> YOUR OBJECTIVE: The requested output is every line from the one with "20V5M6 11l6-6 6" through the last line below, printed exactly.

---- DATA SUPPLIED

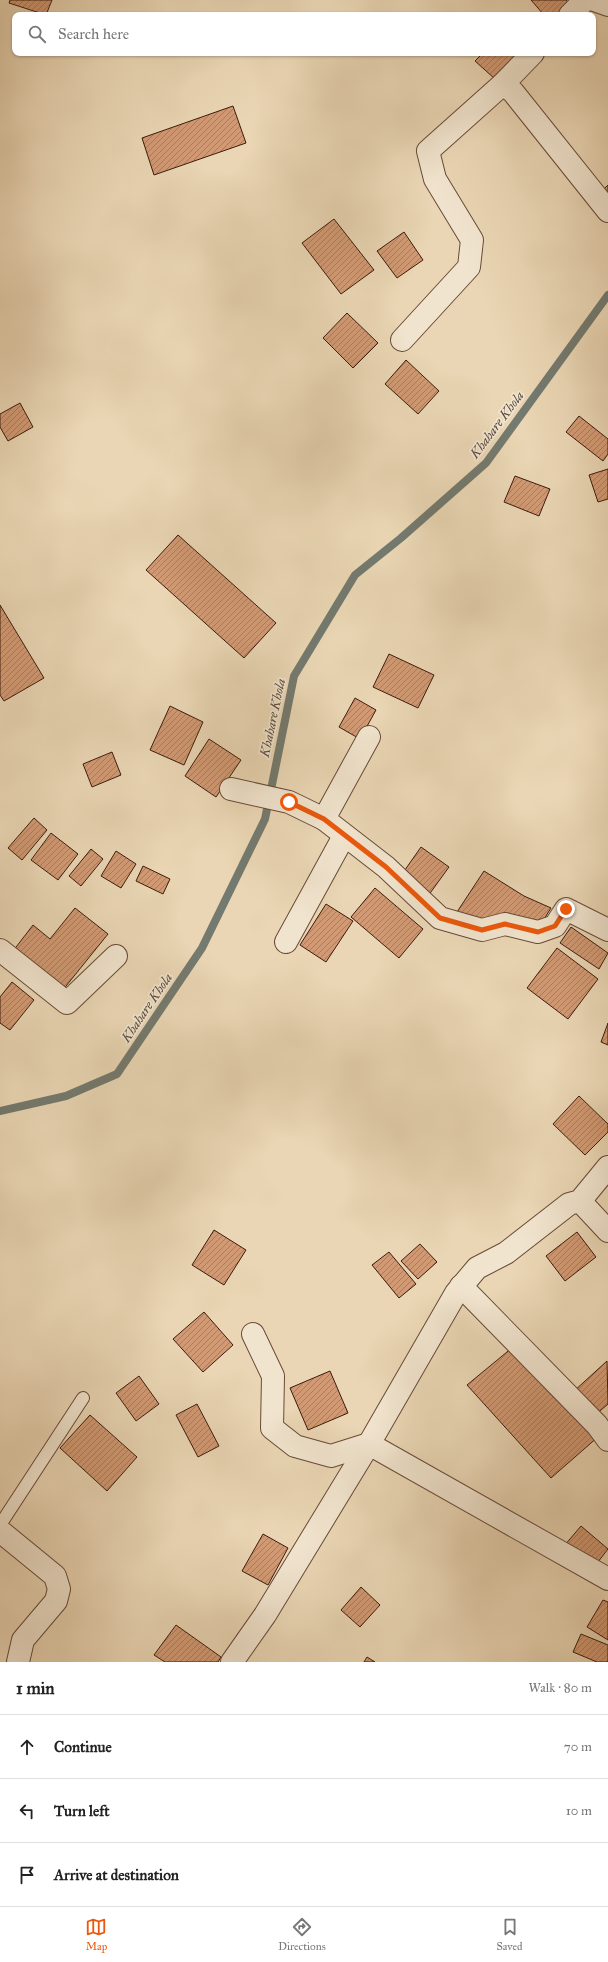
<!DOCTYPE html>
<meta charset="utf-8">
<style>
:root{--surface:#fff;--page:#f2f2f2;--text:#222;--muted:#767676;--line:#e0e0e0;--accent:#ea580c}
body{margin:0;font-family:"IM FELL Great Primer",serif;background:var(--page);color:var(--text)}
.stop{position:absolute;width:12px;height:12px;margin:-9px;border:3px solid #ea580c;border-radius:50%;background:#fff}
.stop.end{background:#ea580c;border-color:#fff;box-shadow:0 1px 4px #0008}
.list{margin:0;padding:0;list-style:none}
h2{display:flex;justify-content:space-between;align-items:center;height:52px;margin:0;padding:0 16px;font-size:17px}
h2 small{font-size:13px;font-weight:400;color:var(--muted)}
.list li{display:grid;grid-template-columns:26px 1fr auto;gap:12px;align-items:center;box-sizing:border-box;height:64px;padding:0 16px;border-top:1px solid var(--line)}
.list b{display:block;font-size:15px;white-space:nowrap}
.list em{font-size:13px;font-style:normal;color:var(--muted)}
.icon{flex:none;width:22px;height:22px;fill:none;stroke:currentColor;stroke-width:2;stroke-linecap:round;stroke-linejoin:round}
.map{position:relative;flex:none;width:608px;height:1662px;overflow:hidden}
.search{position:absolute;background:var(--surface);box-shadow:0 1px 3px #0004;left:12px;right:12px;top:12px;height:44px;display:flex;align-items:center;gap:10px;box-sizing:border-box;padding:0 14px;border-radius:8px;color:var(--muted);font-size:15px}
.sheet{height:244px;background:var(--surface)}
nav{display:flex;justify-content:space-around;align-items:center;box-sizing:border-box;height:56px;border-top:1px solid var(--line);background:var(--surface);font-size:11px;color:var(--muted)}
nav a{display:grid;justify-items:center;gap:2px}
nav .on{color:var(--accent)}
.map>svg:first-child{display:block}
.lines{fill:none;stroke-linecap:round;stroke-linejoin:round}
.stream{stroke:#747a6f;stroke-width:8}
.building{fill:url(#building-hatch);stroke:#3d1b0d}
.service-casing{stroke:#684a37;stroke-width:14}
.minor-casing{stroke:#684a37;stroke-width:24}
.service{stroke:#f1e4ce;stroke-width:12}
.minor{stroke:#f1e4ce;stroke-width:22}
.route{stroke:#ea580c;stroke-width:5}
.labels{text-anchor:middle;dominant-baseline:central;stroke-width:3.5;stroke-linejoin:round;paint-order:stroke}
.water-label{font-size:13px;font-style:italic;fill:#584a3e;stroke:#f1e4ce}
</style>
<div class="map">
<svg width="608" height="1662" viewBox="0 0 608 1662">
<defs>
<pattern id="building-hatch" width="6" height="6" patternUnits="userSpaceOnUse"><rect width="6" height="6" fill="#d19a74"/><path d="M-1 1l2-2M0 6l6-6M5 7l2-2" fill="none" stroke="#ab7d5e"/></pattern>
</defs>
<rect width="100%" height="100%" fill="#ead6b4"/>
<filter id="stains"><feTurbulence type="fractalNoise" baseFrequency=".005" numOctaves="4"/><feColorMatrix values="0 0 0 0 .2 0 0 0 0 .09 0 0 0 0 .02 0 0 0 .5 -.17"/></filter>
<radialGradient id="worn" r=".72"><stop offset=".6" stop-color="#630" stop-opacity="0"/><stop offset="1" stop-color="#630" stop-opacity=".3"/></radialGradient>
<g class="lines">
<polyline class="stream" points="0,1111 66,1096 117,1074 202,948 265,819 294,676 355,575 401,538 486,463 608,295"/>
</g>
<g class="building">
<polygon points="10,0 52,0 46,15 9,3"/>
<polygon points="531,0 566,0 570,4 557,15 544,15"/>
<polygon points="483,53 518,53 495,79 475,61"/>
<polygon points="233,106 246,143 154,175 142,138"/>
<polygon points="608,185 608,197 602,191"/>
<polygon points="334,219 374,270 341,294 302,243"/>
<polygon points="404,232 423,260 397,278 377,251"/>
<polygon points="347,313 378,343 353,368 323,338"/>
<polygon points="406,360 439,391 418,414 385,384"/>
<polygon points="20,403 33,427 8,441 0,427 0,414"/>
<polygon points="579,416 608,439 608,454 603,461 566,432"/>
<polygon points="608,469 608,499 598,502 589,475"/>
<polygon points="515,476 550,489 539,516 504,502"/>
<polygon points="178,535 276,623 244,658 146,570"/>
<polygon points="0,605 44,678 4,701 0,695"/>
<polygon points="389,654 434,675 418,708 373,687"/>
<polygon points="355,698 376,710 360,739 339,727"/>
<polygon points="170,706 203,722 184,765 150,750"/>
<polygon points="209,739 241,760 216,797 185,776"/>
<polygon points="112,752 121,775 92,787 83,764"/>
<polygon points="34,818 47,830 22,860 8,848"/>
<polygon points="51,833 78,854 58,880 31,860"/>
<polygon points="421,847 449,867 428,896 400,877"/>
<polygon points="91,849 103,859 81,886 69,876"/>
<polygon points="116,851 136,864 121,888 101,876"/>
<polygon points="143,866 170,879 163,894 136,881"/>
<polygon points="484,871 524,896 551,908 539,927 455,915"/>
<polygon points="375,888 423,929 399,958 351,917"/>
<polygon points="326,904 353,921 326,962 300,945"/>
<polygon points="75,908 108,934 62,991 13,951 33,925 50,939"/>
<polygon points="571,927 608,953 599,969 560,943"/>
<polygon points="557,948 598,979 568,1019 527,988"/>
<polygon points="12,982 34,1000 10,1030 0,1023 0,997"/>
<polygon points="608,1023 608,1045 601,1042"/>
<polygon points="579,1096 608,1124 608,1132 585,1155 553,1124"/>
<polygon points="214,1230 246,1250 224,1285 192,1265"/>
<polygon points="577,1232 596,1257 565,1281 546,1256"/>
<polygon points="420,1244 437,1262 418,1279 401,1261"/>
<polygon points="389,1252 416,1284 399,1298 372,1265"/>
<polygon points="204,1312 233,1345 203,1372 173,1339"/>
<polygon points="513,1347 599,1436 551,1478 467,1385"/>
<polygon points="607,1361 608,1404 594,1416 573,1392"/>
<polygon points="330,1371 348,1413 308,1430 290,1388"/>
<polygon points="139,1376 159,1404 136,1421 116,1393"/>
<polygon points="197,1404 219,1446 198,1457 176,1415"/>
<polygon points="90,1415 137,1457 107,1491 60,1448"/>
<polygon points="581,1526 608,1549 594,1567 564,1546"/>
<polygon points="263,1534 288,1548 268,1585 242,1571"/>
<polygon points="361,1587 380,1605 360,1627 341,1610"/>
<polygon points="603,1600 608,1602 608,1640 587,1627"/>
<polygon points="176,1625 221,1657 218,1662 165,1662 154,1655"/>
<polygon points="581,1634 608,1645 608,1662 597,1662 573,1652"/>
<polygon points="367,1657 375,1662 364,1662"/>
</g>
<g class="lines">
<defs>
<polyline id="service" points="0,1525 83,1398"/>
<g id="minor">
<polyline points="594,0 608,5"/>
<polyline points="570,15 585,0"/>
<polyline points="503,84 533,53"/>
<polyline points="402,340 469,267 472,240 435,179 428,151 503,84 513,92 608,211"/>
<polyline points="369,737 324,819 386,867 440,918 482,930 505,924 538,932 555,926 566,909 608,930"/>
<polyline points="231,789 289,802 324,819"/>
<polyline points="286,942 344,836"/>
<polyline points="0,950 67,1003 116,956"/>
<polyline points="580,1201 608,1231"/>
<polyline points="461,1286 597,1425 608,1440"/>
<polyline points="253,1334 273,1376 272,1428 295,1446 331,1456 369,1444 608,1579"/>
<polyline points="0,1531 55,1576 59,1589 56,1601 23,1640 18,1662"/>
<polyline points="232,1662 265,1615 369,1444 456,1293 477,1268 506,1253 569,1204 580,1201 608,1167"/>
</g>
</defs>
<use href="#service" class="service-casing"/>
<use href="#minor" class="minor-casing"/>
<use href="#service" class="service"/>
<use href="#minor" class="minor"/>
</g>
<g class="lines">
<polyline class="route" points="289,802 324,819 386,867 440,918 482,930 505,924 538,932 555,926 566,909"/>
</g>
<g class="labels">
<g class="water-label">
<text transform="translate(497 425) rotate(-53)">Khahare Khola</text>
<text transform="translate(273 718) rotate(-78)">Khahare Khola</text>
<text transform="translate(147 1008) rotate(-56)">Khahare Khola</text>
</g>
</g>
<rect width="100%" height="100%" filter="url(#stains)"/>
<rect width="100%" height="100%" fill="url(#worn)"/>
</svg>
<div class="stop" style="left:289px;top:802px"></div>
<div class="stop end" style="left:566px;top:909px"></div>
<div class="search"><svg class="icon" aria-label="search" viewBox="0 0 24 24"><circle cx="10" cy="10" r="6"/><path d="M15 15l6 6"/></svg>Search here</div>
</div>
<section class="sheet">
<h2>1 min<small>Walk · 80 m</small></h2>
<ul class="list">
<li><svg class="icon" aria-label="ahead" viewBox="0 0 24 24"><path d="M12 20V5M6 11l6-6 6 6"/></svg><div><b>Continue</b></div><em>70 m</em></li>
<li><svg class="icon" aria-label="left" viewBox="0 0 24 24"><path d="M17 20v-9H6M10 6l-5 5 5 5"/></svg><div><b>Turn left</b></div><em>10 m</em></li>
<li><svg class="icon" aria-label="arrive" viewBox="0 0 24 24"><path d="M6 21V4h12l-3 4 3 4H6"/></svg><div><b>Arrive at destination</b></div></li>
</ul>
</section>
<nav>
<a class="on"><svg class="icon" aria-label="map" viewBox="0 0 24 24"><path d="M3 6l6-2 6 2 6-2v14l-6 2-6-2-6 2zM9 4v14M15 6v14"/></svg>Map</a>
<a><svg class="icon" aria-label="directions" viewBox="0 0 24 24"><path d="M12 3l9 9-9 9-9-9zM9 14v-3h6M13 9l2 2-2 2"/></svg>Directions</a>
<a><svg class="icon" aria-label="saved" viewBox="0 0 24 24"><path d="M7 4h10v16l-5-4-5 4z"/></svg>Saved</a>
</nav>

--------

> RESULT OF THIS TASK:
<li><svg class="icon" aria-label="ahead" viewBox="0 0 24 24"><path d="M12 20V5M6 11l6-6 6 6"/></svg><div><b>Continue</b></div><em>70 m</em></li>
<li><svg class="icon" aria-label="left" viewBox="0 0 24 24"><path d="M17 20v-9H6M10 6l-5 5 5 5"/></svg><div><b>Turn left</b></div><em>10 m</em></li>
<li><svg class="icon" aria-label="arrive" viewBox="0 0 24 24"><path d="M6 21V4h12l-3 4 3 4H6"/></svg><div><b>Arrive at destination</b></div></li>
</ul>
</section>
<nav>
<a class="on"><svg class="icon" aria-label="map" viewBox="0 0 24 24"><path d="M3 6l6-2 6 2 6-2v14l-6 2-6-2-6 2zM9 4v14M15 6v14"/></svg>Map</a>
<a><svg class="icon" aria-label="directions" viewBox="0 0 24 24"><path d="M12 3l9 9-9 9-9-9zM9 14v-3h6M13 9l2 2-2 2"/></svg>Directions</a>
<a><svg class="icon" aria-label="saved" viewBox="0 0 24 24"><path d="M7 4h10v16l-5-4-5 4z"/></svg>Saved</a>
</nav>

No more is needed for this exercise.